Krishnan Shyam Sundar, Manuel Adarsh, Vasudevan Madabhushi Chakravarthy
Department of Neurosurgery, Achanta Lakshmipathi Neurosurgical Centre, Voluntary Health Services Hospital, Chennai, Tamil Nadu, India.
Asian J Neurosurg. 2019 Jan-Mar;14(1):325-328. doi: 10.4103/ajns.AJNS_224_18.
Pneumocephalus and pneumoventricle are well-documented in neurosurgical practice. Although both are common posttraumatic sequelae, iatrogenic causes are also well recognized. Iatrogenic causes may be seen after intracranial surgical procedures or cerebrospinal fluid (CSF) diversion procedures. Small amount of pneumoventricle postshunt procedure is usually a self-limiting condition. Rarely, the patient may develop tension pneumoventricle which requires emergency intervention.
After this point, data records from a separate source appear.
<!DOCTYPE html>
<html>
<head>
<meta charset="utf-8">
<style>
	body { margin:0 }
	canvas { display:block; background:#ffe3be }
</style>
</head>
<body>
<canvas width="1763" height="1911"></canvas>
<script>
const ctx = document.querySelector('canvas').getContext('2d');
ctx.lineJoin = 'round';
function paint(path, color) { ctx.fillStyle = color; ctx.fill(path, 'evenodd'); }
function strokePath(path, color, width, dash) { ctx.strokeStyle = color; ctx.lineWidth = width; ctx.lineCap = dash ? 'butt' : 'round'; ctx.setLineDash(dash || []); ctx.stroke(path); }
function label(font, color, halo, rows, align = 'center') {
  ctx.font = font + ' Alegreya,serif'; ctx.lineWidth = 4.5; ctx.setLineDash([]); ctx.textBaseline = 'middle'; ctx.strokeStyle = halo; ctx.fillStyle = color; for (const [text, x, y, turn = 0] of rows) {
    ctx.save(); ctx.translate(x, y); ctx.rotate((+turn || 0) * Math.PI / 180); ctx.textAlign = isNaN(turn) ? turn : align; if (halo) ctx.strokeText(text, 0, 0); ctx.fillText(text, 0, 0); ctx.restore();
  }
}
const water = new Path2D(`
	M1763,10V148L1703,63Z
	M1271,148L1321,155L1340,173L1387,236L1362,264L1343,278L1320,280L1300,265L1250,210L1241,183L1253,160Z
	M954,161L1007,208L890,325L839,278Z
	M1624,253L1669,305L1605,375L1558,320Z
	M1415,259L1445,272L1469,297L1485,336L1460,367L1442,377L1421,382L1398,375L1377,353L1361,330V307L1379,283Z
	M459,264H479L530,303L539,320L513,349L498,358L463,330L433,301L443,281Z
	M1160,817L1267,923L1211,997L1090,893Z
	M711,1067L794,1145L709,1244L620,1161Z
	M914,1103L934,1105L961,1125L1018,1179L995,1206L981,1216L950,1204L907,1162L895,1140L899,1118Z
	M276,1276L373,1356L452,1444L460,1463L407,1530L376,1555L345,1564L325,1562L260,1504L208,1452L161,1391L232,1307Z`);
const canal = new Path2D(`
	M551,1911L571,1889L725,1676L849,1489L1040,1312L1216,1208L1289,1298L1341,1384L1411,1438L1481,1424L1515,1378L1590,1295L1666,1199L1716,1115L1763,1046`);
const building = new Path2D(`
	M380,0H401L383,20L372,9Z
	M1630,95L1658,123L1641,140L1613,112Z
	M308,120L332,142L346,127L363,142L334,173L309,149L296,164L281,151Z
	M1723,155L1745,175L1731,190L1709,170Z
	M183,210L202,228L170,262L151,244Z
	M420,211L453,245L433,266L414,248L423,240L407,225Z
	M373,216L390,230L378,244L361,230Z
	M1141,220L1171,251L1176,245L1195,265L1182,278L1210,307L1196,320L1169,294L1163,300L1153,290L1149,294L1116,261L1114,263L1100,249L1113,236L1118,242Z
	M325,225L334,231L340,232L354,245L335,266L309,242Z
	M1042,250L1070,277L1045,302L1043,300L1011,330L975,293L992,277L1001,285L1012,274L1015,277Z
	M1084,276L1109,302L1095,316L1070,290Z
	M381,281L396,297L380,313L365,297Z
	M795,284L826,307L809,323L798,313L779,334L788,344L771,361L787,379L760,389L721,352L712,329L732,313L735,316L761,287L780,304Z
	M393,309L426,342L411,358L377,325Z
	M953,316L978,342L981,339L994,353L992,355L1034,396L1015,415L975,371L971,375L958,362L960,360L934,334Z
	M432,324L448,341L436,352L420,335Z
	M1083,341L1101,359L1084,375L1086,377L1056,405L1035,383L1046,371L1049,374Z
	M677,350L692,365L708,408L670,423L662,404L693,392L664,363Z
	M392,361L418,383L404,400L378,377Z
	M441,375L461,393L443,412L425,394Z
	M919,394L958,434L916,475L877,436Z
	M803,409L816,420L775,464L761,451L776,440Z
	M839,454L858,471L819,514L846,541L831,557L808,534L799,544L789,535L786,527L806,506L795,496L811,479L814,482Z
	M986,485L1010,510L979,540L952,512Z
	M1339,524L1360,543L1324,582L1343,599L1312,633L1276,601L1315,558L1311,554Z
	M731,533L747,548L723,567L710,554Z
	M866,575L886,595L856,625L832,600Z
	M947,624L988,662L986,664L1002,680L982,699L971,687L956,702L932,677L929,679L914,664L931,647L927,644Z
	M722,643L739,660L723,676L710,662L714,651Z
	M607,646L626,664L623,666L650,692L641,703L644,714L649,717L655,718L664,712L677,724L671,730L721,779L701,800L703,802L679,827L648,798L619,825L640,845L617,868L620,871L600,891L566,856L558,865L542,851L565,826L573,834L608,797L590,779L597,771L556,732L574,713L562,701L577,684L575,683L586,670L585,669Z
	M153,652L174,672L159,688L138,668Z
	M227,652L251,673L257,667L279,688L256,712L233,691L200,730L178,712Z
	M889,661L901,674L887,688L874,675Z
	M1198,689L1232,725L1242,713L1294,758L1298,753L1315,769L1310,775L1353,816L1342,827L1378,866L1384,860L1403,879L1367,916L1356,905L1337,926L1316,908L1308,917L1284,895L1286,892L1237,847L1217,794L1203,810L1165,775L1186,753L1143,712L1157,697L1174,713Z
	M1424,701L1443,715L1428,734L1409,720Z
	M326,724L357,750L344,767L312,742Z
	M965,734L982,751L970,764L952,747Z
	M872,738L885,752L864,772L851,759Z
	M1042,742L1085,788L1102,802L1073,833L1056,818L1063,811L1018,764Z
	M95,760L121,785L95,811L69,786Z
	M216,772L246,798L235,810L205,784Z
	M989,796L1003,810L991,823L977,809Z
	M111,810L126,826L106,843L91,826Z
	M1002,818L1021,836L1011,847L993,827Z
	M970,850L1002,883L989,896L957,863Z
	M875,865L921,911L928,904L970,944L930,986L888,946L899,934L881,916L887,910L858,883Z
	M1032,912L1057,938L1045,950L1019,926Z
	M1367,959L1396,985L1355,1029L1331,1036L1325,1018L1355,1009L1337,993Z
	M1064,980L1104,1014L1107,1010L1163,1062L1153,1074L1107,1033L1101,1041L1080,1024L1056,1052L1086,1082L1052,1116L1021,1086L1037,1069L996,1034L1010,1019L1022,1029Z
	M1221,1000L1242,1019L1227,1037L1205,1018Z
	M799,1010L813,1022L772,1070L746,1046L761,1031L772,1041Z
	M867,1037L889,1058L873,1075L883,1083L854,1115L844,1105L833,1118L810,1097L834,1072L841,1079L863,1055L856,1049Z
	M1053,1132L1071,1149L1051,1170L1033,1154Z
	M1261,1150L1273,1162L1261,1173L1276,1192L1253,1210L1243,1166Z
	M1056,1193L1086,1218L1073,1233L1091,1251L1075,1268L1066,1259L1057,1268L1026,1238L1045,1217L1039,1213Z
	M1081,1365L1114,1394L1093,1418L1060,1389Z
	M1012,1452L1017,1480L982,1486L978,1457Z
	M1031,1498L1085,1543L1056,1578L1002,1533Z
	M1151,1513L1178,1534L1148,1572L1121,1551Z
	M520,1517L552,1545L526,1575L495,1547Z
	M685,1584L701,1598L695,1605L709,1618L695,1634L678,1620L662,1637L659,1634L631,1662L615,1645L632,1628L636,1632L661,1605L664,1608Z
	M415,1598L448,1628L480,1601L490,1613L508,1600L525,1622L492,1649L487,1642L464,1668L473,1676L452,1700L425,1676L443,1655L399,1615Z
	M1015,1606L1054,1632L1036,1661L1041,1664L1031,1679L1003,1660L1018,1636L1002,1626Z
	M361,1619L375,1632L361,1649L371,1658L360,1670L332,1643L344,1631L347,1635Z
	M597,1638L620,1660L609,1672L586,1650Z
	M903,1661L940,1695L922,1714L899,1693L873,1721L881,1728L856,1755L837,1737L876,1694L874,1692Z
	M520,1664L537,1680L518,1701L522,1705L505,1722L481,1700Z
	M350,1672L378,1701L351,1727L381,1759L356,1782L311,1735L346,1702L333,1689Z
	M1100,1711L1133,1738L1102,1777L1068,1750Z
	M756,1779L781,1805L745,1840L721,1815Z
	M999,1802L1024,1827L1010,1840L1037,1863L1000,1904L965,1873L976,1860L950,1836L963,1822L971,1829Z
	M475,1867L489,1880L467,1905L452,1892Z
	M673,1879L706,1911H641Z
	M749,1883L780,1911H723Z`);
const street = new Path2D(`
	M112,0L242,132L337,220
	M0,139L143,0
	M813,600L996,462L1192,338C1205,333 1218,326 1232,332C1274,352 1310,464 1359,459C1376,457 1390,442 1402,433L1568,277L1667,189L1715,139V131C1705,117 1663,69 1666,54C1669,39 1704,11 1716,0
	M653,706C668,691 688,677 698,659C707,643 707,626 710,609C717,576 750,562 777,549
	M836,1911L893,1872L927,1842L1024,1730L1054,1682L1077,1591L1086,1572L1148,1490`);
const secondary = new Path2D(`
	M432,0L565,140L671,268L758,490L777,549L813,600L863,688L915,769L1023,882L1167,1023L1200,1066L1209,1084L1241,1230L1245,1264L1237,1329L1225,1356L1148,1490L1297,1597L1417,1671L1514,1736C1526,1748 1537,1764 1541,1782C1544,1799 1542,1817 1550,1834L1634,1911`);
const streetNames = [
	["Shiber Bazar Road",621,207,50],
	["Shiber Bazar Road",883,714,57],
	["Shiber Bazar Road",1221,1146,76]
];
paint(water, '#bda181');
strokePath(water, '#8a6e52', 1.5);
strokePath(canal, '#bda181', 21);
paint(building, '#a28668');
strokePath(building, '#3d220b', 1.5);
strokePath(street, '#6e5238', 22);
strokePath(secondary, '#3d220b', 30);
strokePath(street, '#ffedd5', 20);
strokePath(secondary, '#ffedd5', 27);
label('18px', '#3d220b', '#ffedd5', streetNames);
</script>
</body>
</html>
The occurrence of delayed tension pneumoventricle/pneumatocele following surgery for CSF rhinorrhea with CSF diversion procedures is very rare. We report one case of late presentation of delayed tension pneumoventricle with temporal pneumatocele in a patient who underwent transnasal endoscopic repair of CSF fistula followed by thecoperitoneal shunt. This condition is potentially lethal that requires prompt recognition and surgical treatment.
气颅和脑室积气在神经外科实践中已有充分记载。虽然两者都是常见的创伤后后遗症,但医源性病因也广为人知。医源性病因可见于颅内手术或脑脊液(CSF)分流术后。分流术后少量脑室积气通常是一种自限性情况。很少有患者会发展为张力性脑室积气,这需要紧急干预。脑脊液鼻漏手术及脑脊液分流术后出现延迟性张力性脑室积气/气囊肿的情况非常罕见。我们报告一例患者,该患者接受经鼻内镜脑脊液瘘修补术及脑室腹腔分流术后,出现延迟性张力性脑室积气伴颞骨气囊肿的晚期表现。这种情况可能致命,需要及时识别并进行手术治疗。